2ª Exposição Galeria dos Paços do Concelho - Maio – Agosto 2000

José de Guimarães 2ª Exposição Galeria dos Paços do Concelho

… Seja o que for, o atelier de José de Guimarães é um grande Teatro. (...)

… Seja o que for, o atelier de José de Guimarães é um grande Teatro. Barroco, diz-se, por ser do mundo, e animado, em seu humor a sua violência. E a sua cor também, com alturas estridentes de tom e brilhos de lantejoulas. Mas, sobretudo, seus praticáveis, de espaços corridos ou alçados, onde a maquinaria de cena vem de outras máquinas, desaparecidas num grande vazio habituado por grandes bonecos, máscaras e fantasmas.

“Grande Teatro do Mundo”, o teatro de José de Guimarães vem de longe, em rituais sacros observados em África, lidos depois numa cultura ocidental que lhe afeiçoara os perfis, e retomados eroticamente em corpos de Rubens, ou numa história camoniana aos pedaços, por engenho e artes malabares de desventura e doidice; e de amor também.

Até pela pátria, na história mortal dum Dom Sebastião que sobe nos ares do Japão, papagaio da nossa glória havida…

Disso se fez capa neste número de «Colóquio/ Artes», na suposição de que a História é feita para avoar, mitos e aventesmas cujo colorido nos grande e console. Pobre do rei que foi mais do que os outros todos, e deu retrato mágico a Costa Pinheiro e estátua marreca a João Cutileiro, sempre por queixa da sua mal nascida segurança nacional!

Papagaio japonês, e depois em outros continentes, pelo mundo fora repartido, por diáspora de sonhos e misérias, em peregrinações trágico-marítimas, de humor malandro e desgraçados fins – Dom Sebastião 1º nasceu ideia e personagem de ópera de “puppi” neste vasto atelier com pé direito para levantarem voo todos os fantasmas da nossa farsa herói-cómica, da nossa pacata ilusão…

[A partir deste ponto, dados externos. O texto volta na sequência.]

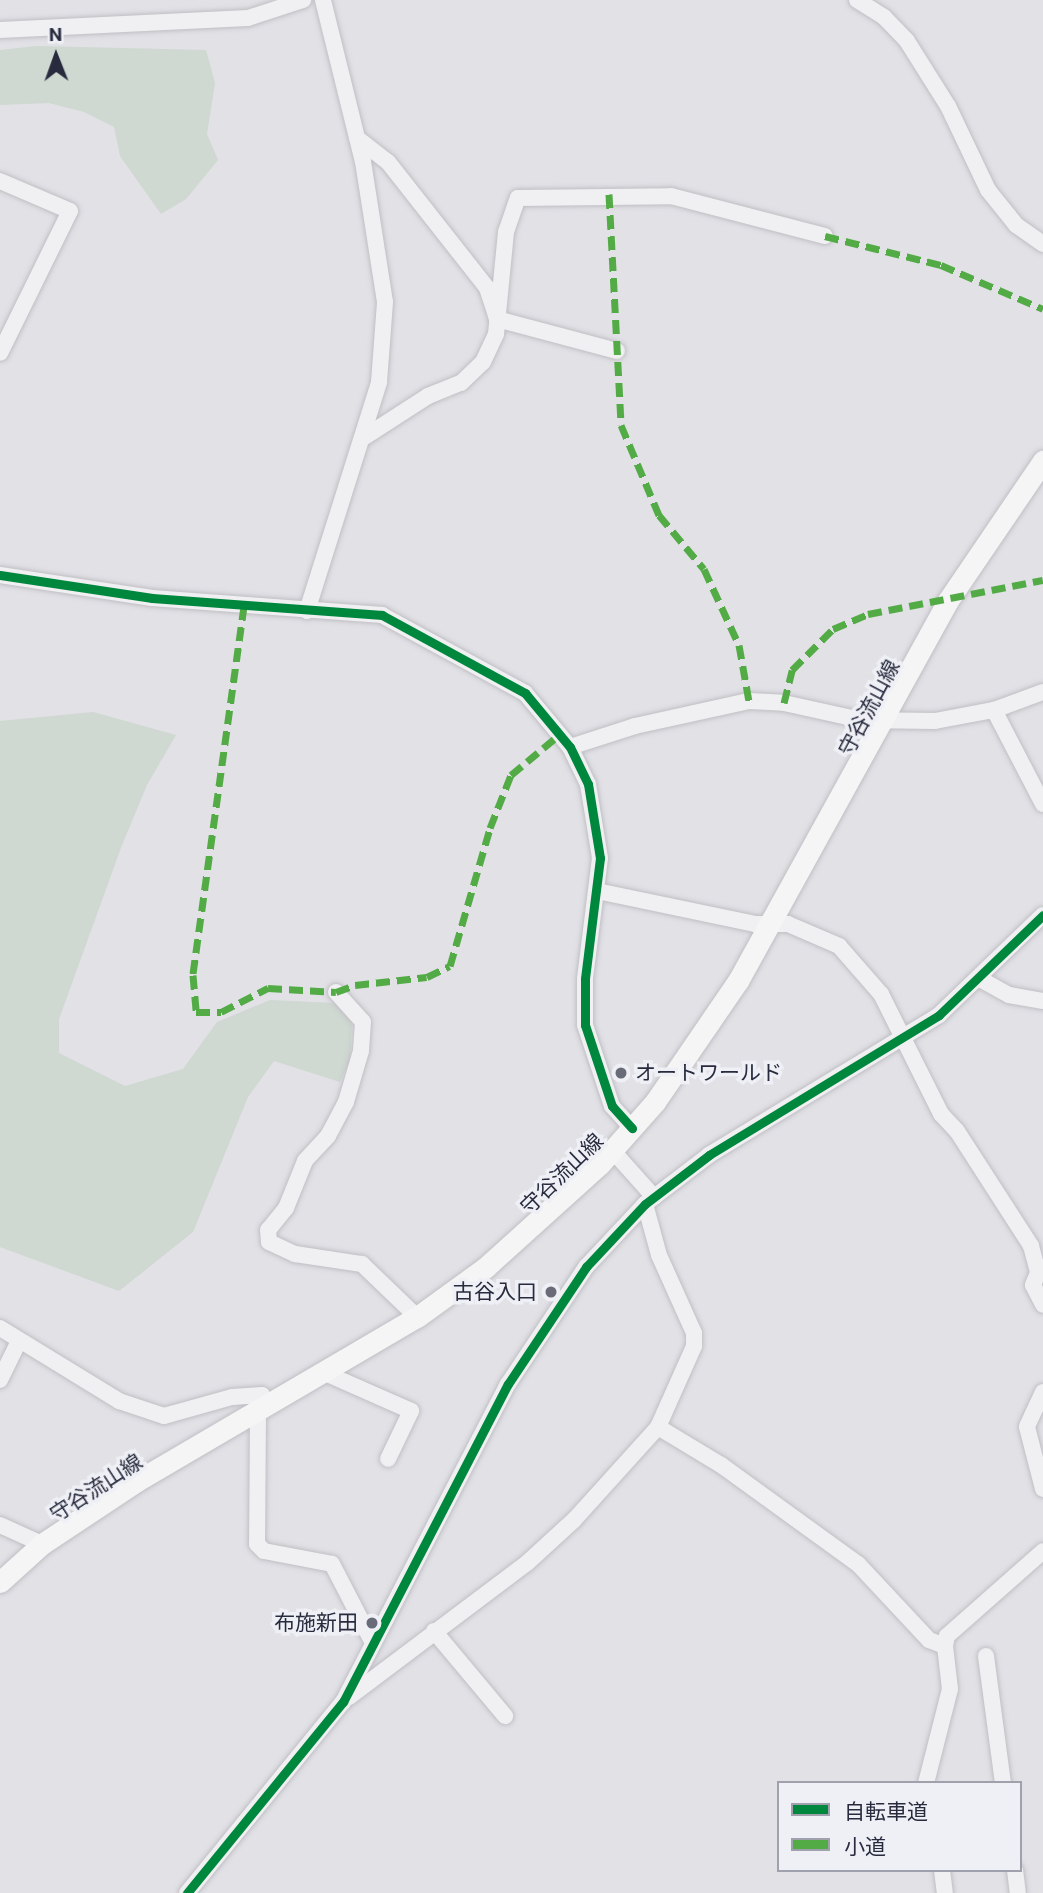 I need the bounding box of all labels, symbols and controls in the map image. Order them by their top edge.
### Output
north arrow [21,21,91,91]
text: N [49,23,63,46]
street label: 守谷流山線 [833,656,905,760]
place label: オートワールド [635,1060,782,1086]
marker: オートワールド [613,1065,629,1081]
street label: 守谷流山線 [515,1128,609,1220]
place label: 古谷入口 [453,1279,537,1305]
marker: 古谷入口 [543,1284,559,1300]
street label: 守谷流山線 [45,1449,147,1527]
place label: 布施新田 [274,1610,358,1636]
marker: 布施新田 [364,1615,380,1631]
legend [777,1781,1022,1872]
text: 自転車道 [844,1800,928,1824]
text: 小道 [844,1835,886,1859]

Da nossa dor, se diria, não fossem as cores que animam a cena, saltando de uma forma para outra, de personagem em personagem, de deixa em deixa. Com cores tais, José de Guimarães compões um outro poema, tão lusíada (“coitado!”) como os que se têm cantado, mas ao contrário, por sua própria e raivosa alegria. Bonecos de História, saltimbancos e arlequins, graves divindades de outros céus tropicais, ciclistas correndo, grossas damas fornicando ao gosto de Rubens, automóveis que devoram os clientes, por monstruosidade necessária – e tudo o mais que num Teatro cabe, por se do Mundo assim!

Eis os espaços do atelier de José de Guimarães, que pelo nome inicial da pátria não perca – nem (se) perde…

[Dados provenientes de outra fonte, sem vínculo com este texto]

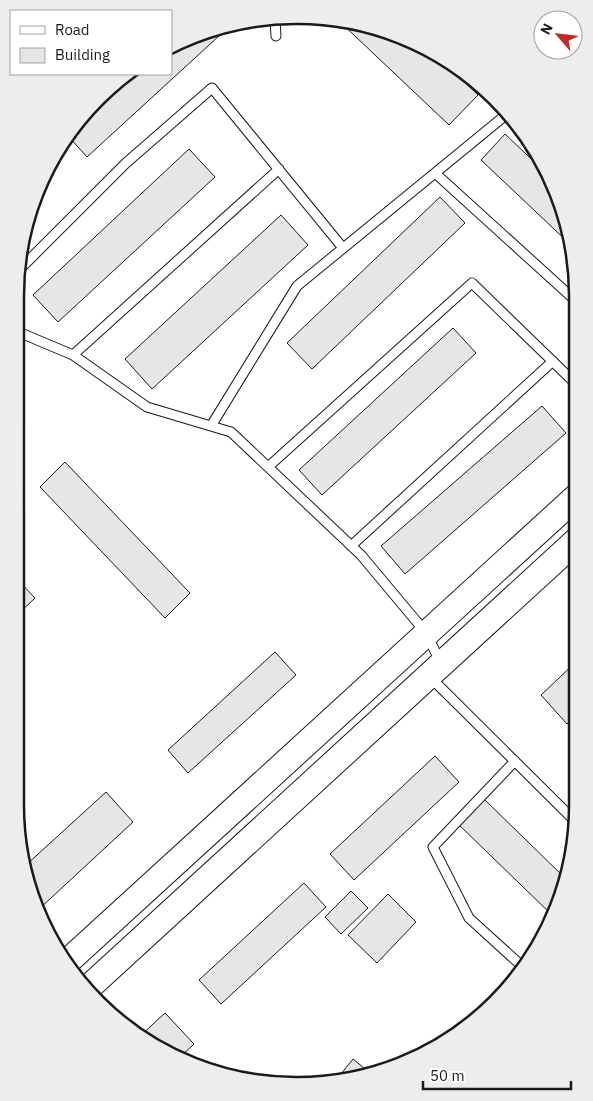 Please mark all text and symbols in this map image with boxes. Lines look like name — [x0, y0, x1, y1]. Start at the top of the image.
legend — [10, 10, 172, 75]
north arrow — [533, 10, 583, 60]
text: Road — [55, 20, 90, 39]
text: N — [536, 20, 557, 38]
text: Building — [55, 45, 110, 64]
scale bar — [423, 1058, 570, 1090]
text: 50 m — [430, 1066, 465, 1085]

… Teatro, disse, com tudo isto metido lá dentro, em permanente e oficinal fazer-se; teatro duma “comédia” de sacripantas em que o grande Mundo vem dar que dizer – e o tempo passa, para trás e para diante, que assim passa sempre a História. Como de propósito, aos pés do velho castelo de toda a trama…

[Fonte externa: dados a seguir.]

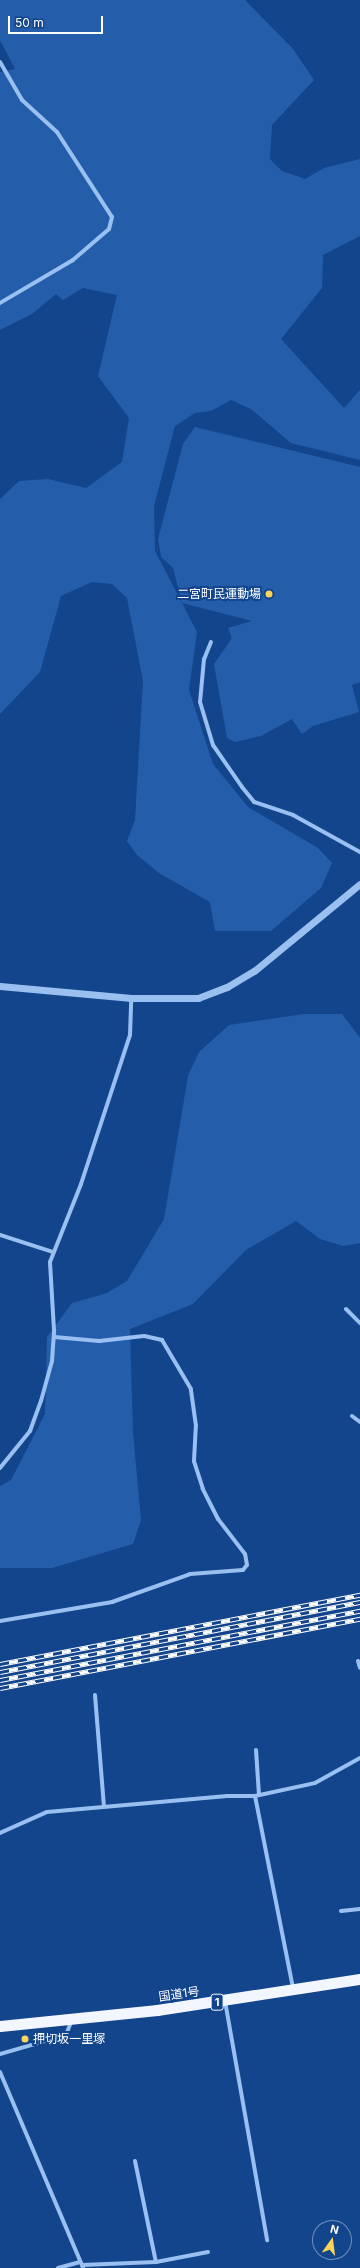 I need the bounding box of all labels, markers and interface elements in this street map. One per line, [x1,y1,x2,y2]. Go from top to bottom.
scale bar [10,8,105,34]
text: 50 m [15,15,44,30]
place label: 二宮町民運動場 [177,587,261,601]
marker: 二宮町民運動場 [264,589,274,599]
street label: 国道1号 [158,1984,200,2004]
road number: 1 [210,1993,224,2011]
place label: 押切坂一里塚 [33,2032,105,2046]
marker: 押切坂一里塚 [20,2034,30,2044]
north arrow [312,2220,352,2260]
text: N [329,2222,340,2237]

Teatro, disse – ou seja Festa, como a pintura (neo)portuguesa, por neofigurativa, precisava de ser, festa e não feira. E aqui, sim tem sítio algo mítico, pode dizer-se que único, original e universal.

José-Augusto França (1990)

 

 

… José de Guimarães, durante estes últimos anos, ao longo do conhecimento minucioso e apaixonado que desenvolveu sobre a arte negra, percorrendo a África e coleções de museus, deparou-se com a importância da linguagem simbólica na estrutura narrativa, e com a equivalência dos sinais na organização do espaço pictural. (…)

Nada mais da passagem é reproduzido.